EIF4G2 siRNA knockdown efficiency in HCT116 cells. mRNA levels of EIF4G2 in CRC cells (A) HCT116 cells transfected with NC siRNA or EIF4G2 siRNA for 72 h. The mean mRNA levels ± SEM (n = 3) are represented, and their expression is normalized to the geometric mean of three reference genes, ACTB, B2M and GAPDH. Real-time cell index measurements using the xCELLigence RTCA platform, in (B) HCT116 cells transfected with NC or EIF4G2 siRNA for 48 h, followed by 24 h of treatment with 0 mM or 2.5 mM butyrate, over a 72 h post-transfection period. (C) The mean ± SEM (n = 4) is shown at 72 h post-transfection with EIF4G2 siRNA. (D) Flow cytometry analysis of the cell cycle in siRNA transfected HCT116 cells after 24 h of butyrate treatment. Bar charts showing the cell cycle analysis of HCT116 cells reverse-transfected with EIF4G2 siRNAs for 48 h, followed by 24 h of treatment with 0 mM or 2.5 mM butyrate, over a 72 h post-transfection period.
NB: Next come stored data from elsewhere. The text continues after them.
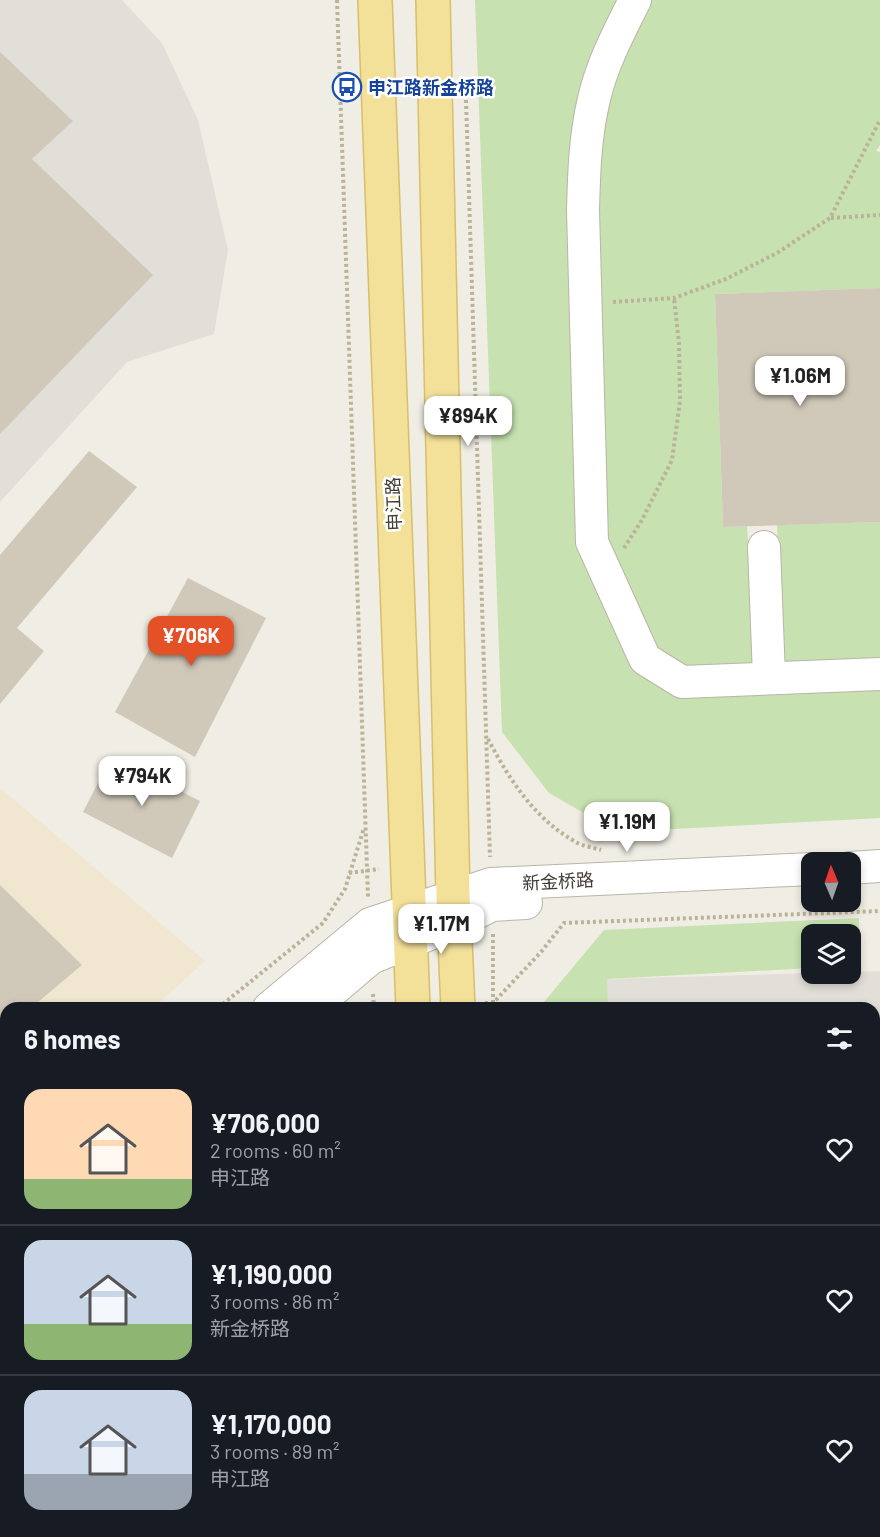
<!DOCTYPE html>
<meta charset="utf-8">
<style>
:root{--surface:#171b24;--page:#242831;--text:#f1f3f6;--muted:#9ea1a6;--line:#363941;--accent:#e55126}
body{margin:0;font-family:Barlow,"Noto Sans SC",sans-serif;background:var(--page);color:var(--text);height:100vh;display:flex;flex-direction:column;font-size:22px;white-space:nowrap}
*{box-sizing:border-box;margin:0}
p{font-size:20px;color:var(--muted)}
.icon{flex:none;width:33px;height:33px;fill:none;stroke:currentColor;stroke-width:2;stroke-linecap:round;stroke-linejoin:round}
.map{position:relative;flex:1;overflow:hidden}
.sheet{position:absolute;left:0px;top:1002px;width:880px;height:536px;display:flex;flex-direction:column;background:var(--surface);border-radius:18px 18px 0 0;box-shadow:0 3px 9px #0003}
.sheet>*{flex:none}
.needle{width:39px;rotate:358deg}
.controls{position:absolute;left:801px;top:852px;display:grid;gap:12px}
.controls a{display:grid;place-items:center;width:60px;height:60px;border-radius:12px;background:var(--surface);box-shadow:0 3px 9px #0003;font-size:30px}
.price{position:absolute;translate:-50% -51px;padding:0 14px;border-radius:12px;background:#fff;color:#222;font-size:20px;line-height:39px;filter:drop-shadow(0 2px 3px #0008)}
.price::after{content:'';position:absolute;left:50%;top:36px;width:18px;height:14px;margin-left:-9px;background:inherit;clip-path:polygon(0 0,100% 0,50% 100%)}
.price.current{background:var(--accent);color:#fff}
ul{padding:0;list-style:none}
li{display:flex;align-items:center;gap:18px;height:150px;padding:0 24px}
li+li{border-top:2px solid var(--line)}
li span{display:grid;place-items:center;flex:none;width:168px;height:120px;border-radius:18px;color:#555}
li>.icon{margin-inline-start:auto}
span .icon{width:72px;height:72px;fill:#fffc;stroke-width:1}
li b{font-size:26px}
h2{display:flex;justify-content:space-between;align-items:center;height:72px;padding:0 24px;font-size:26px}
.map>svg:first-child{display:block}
.commercial{fill:#f1e6d0}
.industrial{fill:#e2dfd9}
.education{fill:#e8e3cf}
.green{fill:#c7e1b0}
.building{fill:#d0c9ba}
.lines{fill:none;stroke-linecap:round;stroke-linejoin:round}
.minor-casing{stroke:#bab5a8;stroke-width:34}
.major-casing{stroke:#d7bf6b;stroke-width:36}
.path{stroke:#bbb29a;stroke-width:4;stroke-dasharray:3 3;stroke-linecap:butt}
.minor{stroke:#fff;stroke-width:32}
.major{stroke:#f4e199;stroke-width:33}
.labels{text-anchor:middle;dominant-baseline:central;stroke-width:5;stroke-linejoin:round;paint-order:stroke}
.transit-label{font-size:18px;font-weight:bold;fill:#164399;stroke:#fff;text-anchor:start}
.street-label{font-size:18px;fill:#413d34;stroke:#fff}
</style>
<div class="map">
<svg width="880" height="1537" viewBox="0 0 880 1537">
<rect width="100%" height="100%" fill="#f0ede4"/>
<path class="commercial" d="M 0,788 L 205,961 L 153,1008 L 6,1008 L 6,1141 L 0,1146 Z"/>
<path class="industrial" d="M 0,0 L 122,0 L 162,43 L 198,120 L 228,250 L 214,334 L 127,362 L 0,502 Z
M 880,971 L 880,1537 L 622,1537 L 622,1532 L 874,1532 L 874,1008 L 607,1008 L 607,979 Z"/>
<path class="education" d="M 6,1358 L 6,1532 L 192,1532 L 198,1537 L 0,1537 L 0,1363 Z"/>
<path class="green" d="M 475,0 L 880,0 L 880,145 L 876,151 L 880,152 L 880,288 L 715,294 L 723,527 L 747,526 L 757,689 L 880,686 L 880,818 L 617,832 L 549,793 L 502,732 Z
M 880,522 L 880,662 L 781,665 L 777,525 Z
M 859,918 L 860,965 L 851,966 L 850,934 L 812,934 L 811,968 L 607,979 L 608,1008 L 539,1008 L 604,930 Z
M 529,1532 L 622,1532 L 622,1537 L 529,1537 Z"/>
<path class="building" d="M 0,52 L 73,121 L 32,159 L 153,275 L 0,434 Z
M 880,288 L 880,522 L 723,527 L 715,294 Z
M 89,451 L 137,487 L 17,628 L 44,651 L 0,704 L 0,555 Z
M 188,578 L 266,618 L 195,757 L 115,712 Z
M 112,756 L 200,801 L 172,858 L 83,812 Z
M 0,885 L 82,965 L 31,1008 L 6,1008 L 6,1030 L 0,1035 Z
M 874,1146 L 880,1146 L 880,1537 L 637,1537 L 637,1532 L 874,1532 Z"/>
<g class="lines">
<g class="minor-casing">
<path id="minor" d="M 635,0 C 619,32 602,64 594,99 C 585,136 584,173 583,210 L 592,542 L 645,659 L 682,682 L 880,674
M 764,547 L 769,677
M 850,868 L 880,866
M 269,1008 L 370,924 L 491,884 L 812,869
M 312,1008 L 371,958 L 454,924 L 492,905 L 526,903
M 0,1227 L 6,1222
M 0,1267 L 6,1262"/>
</g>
<g class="major-casing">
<path id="major" d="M 375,0 L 413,1008
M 433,0 L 453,896 L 458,1008
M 429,1532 L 429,1537
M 476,1532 L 476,1537"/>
</g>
<path class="path" d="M 337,0 L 368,897
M 466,100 L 490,857
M 831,218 L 880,215
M 613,302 L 674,298 L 726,279 L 777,253 L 830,218 L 880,120
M 624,548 L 642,520 L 672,460 L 680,401 L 679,343 L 674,298
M 488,739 C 509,779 534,818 574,841 C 581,846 592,847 601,850
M 349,873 L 379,869
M 493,934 L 493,1008
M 373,994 L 374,1008
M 485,1003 L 493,1003 L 541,952 L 564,923 L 880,911
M 218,1008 L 323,923 L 345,889 L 364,828
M 369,1008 L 373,1005 L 385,1005
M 0,1187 L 6,1183
M 508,1532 L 508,1537"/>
<use href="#minor" class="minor"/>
<use href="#major" class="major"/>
</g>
<defs>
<g id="bus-ring" transform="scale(1.5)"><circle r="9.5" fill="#fff" stroke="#1a4fb4" stroke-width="1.5"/><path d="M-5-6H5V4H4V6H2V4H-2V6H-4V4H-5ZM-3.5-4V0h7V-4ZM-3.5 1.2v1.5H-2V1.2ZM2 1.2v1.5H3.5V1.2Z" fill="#1a4fb4"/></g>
</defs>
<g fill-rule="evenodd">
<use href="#bus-ring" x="347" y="87"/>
</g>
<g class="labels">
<g class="transit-label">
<text x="368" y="87">申江路新金桥路</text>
</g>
<g class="street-label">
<text transform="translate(393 504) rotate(-92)">申江路</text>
<text transform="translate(558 881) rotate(-3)">新金桥路</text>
</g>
</g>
</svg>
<div class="controls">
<a><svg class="needle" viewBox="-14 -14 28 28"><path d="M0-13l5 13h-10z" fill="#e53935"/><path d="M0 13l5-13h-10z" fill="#9ea1a6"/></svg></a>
<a><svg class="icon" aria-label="layers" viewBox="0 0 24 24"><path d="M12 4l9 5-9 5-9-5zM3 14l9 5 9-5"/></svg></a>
</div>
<b class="price" style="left:800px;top:407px">¥1.06M</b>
<b class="price" style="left:468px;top:447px">¥894K</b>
<b class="price current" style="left:191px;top:667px">¥706K</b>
<b class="price" style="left:142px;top:807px">¥794K</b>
<b class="price" style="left:627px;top:853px">¥1.19M</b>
<b class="price" style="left:441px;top:955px">¥1.17M</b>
<section class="sheet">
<h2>6 homes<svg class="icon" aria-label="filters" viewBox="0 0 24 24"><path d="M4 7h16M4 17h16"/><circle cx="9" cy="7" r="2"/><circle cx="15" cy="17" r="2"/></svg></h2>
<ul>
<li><span style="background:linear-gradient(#ffd9b3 75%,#8fb573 0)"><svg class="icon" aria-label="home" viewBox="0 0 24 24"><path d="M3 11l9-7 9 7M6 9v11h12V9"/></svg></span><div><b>¥706,000</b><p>2 rooms · 60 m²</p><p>申江路</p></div><svg class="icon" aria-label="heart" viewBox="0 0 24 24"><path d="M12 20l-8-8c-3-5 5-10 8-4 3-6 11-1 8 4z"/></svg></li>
<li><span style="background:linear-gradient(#c9d6e8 70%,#8fb573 0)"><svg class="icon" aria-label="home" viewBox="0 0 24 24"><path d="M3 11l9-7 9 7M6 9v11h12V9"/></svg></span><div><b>¥1,190,000</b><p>3 rooms · 86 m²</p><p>新金桥路</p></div><svg class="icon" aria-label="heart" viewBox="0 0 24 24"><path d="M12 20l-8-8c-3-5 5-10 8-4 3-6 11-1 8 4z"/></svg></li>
<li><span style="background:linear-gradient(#c9d6e8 70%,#9aa5b1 0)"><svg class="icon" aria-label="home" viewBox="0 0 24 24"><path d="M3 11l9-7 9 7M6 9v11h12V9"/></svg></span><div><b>¥1,170,000</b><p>3 rooms · 89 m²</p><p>申江路</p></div><svg class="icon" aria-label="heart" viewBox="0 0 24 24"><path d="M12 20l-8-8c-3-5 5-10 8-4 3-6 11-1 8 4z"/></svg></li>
</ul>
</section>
</div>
Cells were stained with propidium iodide, and cell percentage measured using the Cytoflex flow cytometer. The mean ± SEM (n = 3) is shown. Significant results are indicated by * p < 0.05, *** p < 0.001, **** p < 0.0001. NC = negative control mimic.

Figure 14

Flow chart of miRNA-mRNA network construction associated with the butyrate response in CRC cells. PPI network, protein–protein interaction network; GO analysis, gene ontology analysis; KEGG pathway analysis, Kyoto Encyclopedia of Genes and Genomes.